Ouvrir la rétrospective d'un artiste par son portrait n’est pas rare. C’est même une manière courante de faire connaissance ; une forme de présentation. Ouvrir la même rétrospective par un autoportrait doublerait ces présentations trop formelles d’une entrée en matière bien plus subtile et signifiante.
C’est à cette thématique que sensibilise d’emblée la très belle exposition Jacques Stella qui se tient actuellement au musée de Beaux-Arts de Lyon (jusqu’au 19 février 2007).
Vous trouverez sans peine, les quelques éléments biographiques qui vous permettront de situer ce peintre français du XVIIè siècle parmi les incontournables Nicolas Poussin, Simon Vouet, Sébastien Bourdon, Laurent de la Hyre, Eustache Le Sueur, Jacques Blanchard et j’en passe, la liste serait trop longue. Jacques Stella donc…

Portrait de Jacques Stella (Autoportrait ), hst , 84 x 67 cm, Lyon musée des Beaux-Arts.
C’est ce visage un peu dur qui accueil le visiteur de l’exposition lyonnaise. Qu’il s’agisse de l’image de Jacques Stella (1596 – 1657) ne fait aucun doute : elle est clairement identifiée par la nièce de l’artiste, Claudine Bouzonnet Stella qui fit la gravure du tableau même en précisant dans la lettre : Jacques Stella, Premier Peintre du Roy Chevalier de l’ordre de St Michel. La datation quant à elle, tourne autour de 1640 et s’accorde assez avec l’âge apparent du modèle entre quarante et cinquante ans. On peut donc passer au tableau suivant ; les présentations sont faites. Sauf qu’une observation plus attentive de cette peinture ne peut manquer de surprendre qui connaît un peu la manière de Stella. Dans un premier temps, on trouvera extraordinaire qu’un artiste puisse ainsi moduler son écriture au point de la rendre si directe et sentie quand elle nous semblait ailleurs si méditée et appliquée. Il est vrai qu’un portrait d’artiste - a fortiori un autoportrait - peut aussi offrir l’occasion de manifester quelques libertés. Puis, apparaît l’éventualité d’une attribution erronée. L’auteur ne serait pas celui avancé. L'autoportrait n'en serait donc pas un. Le doute remonte en fait à 1856 et depuis, plusieurs spécialistes ont proposé d’y reconnaître tour à tour la main de Vouet, de Bourdon et même de Hals, entre autres, pour s’accorder finalement sur Stella. Le catalogue de l’exposition nous informe toutefois que Jean-Pierre Cuzin prépare une nouvelle proposition (à paraître) en avançant le nom de Charles Le Brun. Même s’il faut attendre la parution de l’article et même si cette proposition semble déjà rencontrer quelques réticences, je la trouve plutôt convaincante lorsque je compare le Portrait de Stella qui nous occupe à celui de Louis Testelin peint par Le Brun et qui lui est sensiblement contemporain. Louis Testelin, par Charles Le Brun, hst, 64 x 52 cm , vers 1650, Paris musée du Louvre.

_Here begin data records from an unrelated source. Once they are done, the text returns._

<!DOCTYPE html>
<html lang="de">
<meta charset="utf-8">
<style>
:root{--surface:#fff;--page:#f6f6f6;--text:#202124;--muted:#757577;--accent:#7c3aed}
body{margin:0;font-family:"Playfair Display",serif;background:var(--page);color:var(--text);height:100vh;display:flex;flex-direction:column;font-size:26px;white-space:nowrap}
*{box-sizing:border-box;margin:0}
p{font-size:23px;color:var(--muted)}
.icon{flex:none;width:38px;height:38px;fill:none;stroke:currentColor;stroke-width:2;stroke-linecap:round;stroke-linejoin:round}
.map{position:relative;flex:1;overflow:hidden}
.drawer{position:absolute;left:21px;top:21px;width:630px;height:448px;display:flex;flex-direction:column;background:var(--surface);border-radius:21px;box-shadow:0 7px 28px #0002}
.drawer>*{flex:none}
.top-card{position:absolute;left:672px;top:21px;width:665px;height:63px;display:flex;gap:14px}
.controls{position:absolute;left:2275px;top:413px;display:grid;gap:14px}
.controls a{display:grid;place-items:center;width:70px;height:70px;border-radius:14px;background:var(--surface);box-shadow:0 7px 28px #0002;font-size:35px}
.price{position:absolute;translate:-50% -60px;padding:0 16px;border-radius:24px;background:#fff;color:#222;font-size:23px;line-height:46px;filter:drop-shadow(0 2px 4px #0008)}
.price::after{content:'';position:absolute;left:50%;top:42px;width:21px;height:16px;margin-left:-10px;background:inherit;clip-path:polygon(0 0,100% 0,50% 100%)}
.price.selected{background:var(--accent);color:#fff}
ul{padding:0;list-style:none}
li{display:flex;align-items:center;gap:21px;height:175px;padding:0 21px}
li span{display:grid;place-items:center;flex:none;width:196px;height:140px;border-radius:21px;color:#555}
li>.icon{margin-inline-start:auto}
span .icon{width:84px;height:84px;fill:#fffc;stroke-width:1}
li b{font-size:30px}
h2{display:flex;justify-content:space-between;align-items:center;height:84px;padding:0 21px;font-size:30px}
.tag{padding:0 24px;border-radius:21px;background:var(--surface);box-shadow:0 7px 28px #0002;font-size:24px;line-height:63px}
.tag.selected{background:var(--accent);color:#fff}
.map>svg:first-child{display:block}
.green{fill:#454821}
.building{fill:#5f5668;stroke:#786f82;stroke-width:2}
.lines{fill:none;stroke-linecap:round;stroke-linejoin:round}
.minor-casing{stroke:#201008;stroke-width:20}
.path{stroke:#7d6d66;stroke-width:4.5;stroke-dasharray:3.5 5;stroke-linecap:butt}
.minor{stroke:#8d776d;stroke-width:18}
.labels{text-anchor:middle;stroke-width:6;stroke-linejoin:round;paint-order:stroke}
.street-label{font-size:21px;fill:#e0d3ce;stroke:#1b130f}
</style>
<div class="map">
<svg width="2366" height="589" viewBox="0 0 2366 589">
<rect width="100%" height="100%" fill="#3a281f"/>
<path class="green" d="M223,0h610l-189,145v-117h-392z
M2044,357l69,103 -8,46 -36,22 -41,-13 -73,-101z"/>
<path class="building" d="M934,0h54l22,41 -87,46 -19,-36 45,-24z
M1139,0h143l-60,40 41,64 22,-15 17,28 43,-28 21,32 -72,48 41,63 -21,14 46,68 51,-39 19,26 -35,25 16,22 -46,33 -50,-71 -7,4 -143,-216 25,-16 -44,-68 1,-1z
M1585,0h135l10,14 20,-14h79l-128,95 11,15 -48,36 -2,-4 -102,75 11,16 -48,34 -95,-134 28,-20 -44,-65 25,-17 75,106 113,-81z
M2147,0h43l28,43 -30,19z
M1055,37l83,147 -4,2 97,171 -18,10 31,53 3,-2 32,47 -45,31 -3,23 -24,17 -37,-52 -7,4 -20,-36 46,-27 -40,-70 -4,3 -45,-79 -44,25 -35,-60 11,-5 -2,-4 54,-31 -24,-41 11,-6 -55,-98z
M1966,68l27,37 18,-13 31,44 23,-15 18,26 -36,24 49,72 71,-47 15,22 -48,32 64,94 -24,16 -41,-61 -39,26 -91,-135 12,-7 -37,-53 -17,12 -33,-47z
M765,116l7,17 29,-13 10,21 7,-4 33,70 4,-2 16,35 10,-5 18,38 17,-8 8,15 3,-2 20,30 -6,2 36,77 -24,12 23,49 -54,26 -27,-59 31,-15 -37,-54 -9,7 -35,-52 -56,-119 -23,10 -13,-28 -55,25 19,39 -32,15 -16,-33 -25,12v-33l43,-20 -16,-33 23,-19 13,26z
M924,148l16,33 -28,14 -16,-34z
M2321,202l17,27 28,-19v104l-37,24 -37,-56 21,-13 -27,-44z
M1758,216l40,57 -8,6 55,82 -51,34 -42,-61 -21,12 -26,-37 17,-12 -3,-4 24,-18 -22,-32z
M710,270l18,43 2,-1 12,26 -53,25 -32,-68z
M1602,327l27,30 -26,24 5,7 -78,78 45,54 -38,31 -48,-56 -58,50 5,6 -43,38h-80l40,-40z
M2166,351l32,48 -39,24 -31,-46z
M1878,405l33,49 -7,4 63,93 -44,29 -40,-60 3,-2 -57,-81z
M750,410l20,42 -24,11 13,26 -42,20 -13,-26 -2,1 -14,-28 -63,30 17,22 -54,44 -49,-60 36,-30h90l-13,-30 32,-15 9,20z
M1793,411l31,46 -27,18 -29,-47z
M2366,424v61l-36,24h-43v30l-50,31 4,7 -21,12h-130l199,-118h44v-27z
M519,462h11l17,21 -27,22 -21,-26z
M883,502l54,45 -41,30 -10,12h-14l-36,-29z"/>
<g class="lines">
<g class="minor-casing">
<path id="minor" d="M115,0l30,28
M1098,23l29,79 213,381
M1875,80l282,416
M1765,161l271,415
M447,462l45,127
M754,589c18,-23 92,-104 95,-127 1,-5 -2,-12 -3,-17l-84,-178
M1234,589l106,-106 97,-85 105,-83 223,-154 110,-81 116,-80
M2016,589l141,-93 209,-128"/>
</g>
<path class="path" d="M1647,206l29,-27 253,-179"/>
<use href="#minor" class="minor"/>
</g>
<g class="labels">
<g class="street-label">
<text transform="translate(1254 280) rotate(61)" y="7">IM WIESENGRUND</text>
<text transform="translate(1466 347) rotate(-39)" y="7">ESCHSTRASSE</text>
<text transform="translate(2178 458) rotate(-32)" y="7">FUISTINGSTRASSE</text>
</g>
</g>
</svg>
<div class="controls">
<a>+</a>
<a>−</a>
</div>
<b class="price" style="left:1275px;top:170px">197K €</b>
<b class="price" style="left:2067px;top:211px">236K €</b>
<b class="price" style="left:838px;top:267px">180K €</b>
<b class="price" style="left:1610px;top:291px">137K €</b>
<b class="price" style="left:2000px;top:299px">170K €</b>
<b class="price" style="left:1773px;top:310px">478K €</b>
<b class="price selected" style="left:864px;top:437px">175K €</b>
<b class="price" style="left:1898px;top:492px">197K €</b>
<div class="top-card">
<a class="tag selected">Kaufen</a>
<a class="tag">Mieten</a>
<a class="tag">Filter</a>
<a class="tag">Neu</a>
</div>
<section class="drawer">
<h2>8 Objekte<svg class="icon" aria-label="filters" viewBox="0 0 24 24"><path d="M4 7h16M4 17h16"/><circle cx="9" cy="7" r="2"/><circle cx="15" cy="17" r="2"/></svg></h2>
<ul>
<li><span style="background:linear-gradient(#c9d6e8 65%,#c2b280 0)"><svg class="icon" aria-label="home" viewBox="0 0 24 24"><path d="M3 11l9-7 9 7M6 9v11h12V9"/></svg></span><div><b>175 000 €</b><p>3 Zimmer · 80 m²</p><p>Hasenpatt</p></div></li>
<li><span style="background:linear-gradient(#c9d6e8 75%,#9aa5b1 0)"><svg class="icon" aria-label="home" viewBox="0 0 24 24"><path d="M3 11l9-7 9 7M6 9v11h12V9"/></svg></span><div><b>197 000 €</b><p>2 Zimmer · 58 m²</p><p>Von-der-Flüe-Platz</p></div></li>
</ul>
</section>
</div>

Même simplicité efficace de la mise en page, même détachement du modèle sur un fond neutre, beaucoup de similitudes dans le traitement des carnations, des cheveux, du col blanc et du manteau… Ces deux œuvres semblent en effet témoigner de sensibilités suffisamment proches pour émaner d’un seul et même auteur. Alors, si vous vous rendez au musée des Beaux-Arts de Lyon, en faisant connaissance avec le Portrait de Stella, dites-vous qu'il se peut que la main qui vous est tendue en guise de salut… ne soit tout simplement pas la bonne.